What Kind of Company Is Yours?
The term "design-build" means different things to different owners.

Some see their company as a design company that almost incidentally builds things. In a company like this the design process moves at a slow pace, with the plans being reworked over and over, and the selection process sometimes never getting completed.

Most successful design-build companies are build companies that do design—often good designs—to be able to make money when the company builds them. Companies like these set clear expectations about their design process, including the timeline and progress points, focusing on getting design done on time. This makes it possible to give a client a realistic start date and end date for construction, something most clients appreciate a lot, because they want to live in the completed project sooner rather than later.

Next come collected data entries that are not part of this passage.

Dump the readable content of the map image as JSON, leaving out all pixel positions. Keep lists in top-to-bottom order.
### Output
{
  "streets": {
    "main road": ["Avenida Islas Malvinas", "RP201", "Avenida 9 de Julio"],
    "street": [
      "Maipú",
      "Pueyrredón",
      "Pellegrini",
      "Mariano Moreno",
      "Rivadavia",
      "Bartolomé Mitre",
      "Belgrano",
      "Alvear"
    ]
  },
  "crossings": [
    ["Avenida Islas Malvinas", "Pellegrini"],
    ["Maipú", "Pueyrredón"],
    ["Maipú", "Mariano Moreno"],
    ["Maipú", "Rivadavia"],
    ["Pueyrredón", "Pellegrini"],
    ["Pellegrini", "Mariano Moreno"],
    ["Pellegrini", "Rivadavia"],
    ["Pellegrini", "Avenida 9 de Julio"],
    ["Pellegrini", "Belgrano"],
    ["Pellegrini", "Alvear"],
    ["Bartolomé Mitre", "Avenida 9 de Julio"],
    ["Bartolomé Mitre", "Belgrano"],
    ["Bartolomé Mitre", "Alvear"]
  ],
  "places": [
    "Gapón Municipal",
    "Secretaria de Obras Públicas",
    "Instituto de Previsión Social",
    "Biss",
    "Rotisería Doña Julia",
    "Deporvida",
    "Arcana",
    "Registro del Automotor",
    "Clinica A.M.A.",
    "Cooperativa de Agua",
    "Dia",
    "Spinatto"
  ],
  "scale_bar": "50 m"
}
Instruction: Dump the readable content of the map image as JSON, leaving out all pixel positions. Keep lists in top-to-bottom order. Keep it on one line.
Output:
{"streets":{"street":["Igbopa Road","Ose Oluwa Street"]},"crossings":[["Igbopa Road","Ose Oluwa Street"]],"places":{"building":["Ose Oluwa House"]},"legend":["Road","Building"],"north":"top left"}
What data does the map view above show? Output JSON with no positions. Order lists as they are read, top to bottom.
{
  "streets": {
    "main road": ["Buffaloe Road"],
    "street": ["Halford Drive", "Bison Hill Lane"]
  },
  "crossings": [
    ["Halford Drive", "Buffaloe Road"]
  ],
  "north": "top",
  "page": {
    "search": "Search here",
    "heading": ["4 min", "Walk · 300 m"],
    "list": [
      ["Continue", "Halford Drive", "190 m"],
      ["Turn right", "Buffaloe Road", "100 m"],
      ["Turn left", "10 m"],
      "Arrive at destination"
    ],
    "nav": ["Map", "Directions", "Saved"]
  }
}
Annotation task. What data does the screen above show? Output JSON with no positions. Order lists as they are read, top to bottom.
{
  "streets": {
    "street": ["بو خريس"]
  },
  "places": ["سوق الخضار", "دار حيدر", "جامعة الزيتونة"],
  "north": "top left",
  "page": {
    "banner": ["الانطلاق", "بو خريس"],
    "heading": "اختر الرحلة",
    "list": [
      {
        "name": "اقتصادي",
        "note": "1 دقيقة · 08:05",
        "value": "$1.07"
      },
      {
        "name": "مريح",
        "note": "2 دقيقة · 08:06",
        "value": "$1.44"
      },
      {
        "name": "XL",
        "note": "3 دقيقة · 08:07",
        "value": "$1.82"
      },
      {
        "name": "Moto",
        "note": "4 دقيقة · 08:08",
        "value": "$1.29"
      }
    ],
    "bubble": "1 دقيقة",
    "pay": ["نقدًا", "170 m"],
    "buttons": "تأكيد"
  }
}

Businesses make money providing built solutions to their clients. Design might bring in some profit, but never as much as the build side can. Everyone in the company needs to embrace getting things built and making a profit.

Right-Size the Design Workload
Agree upon the workload each designer can handle. Design and sales need to talk about this. Design will never get anything done if it is trying to do too much all the time.

Sales needs to talk to design before going out to visit potential clients to find out when the next opening in design's work schedule will be. Why? So sales can give a more realistic start date for design to begin working with the potential client if the client signs a design agreement.

Getting real is necessary for success in any kind of business. Lack of alignment in-company creates debilitating stress for most employees.

Reset Expectations With Current Design Clients
Sales needs to get from design deadlines for each of the projects in the design pipeline, with the realistic expectations regarding output being factored in.

When doing this, allow some grace time between projects so design will not be under crushing pressure.

Sales then needs to reset expectations with design clients regarding when design will start working on their respective projects. Doing this might lose the company some clients. That is a risk it must take because if things continue the way they have been going, some clients are going to leave anyway!

Sales should do this over the phone or in person, not in an email. Email works well for documenting the results for difficult decisions, but not for having them.

All successful businesses require all departments be on the same page and clients that feel they are being handled responsibly. Since sales sets the expectations, they need to do the reset, not someone from a different department.

Track the Time
Design should put the schedule for all the projects on a wall, using a whiteboard or the like. Keep it visible.

Deadlines are lifelines. They promote the likelihood of resources being used responsively. They make it so, when reviewed weekly, progress is likely to be greater, as long as the workload and deadlines are realistic and "owned" by all employees.

On the schedule, note when a project is supposed to start, when it started, when it is supposed to be done, and when it got done. Use the accumulated data to help the company become better at estimating how long different projects will take, so that forecasting can become more and more accurate.

Time is the one thing you can't make more of. Therefore, the culture of any company must use time wisely and realistically.

Celebrate Completion
When something gets done, we humans have the tendency to jump right into the next project, the next task.

It is important to celebrate the completions. Taking a moment to acknowledge that this person(s) got this project DONE (Defined Objectives and Needs Exceeded) will help the entire company become more results-oriented.

Ring a bell, give a shout-out, pat people on the back—stop and take the time to let all involved know that everyone appreciates what they got done.

Remember—results produce profits. Nothing else does.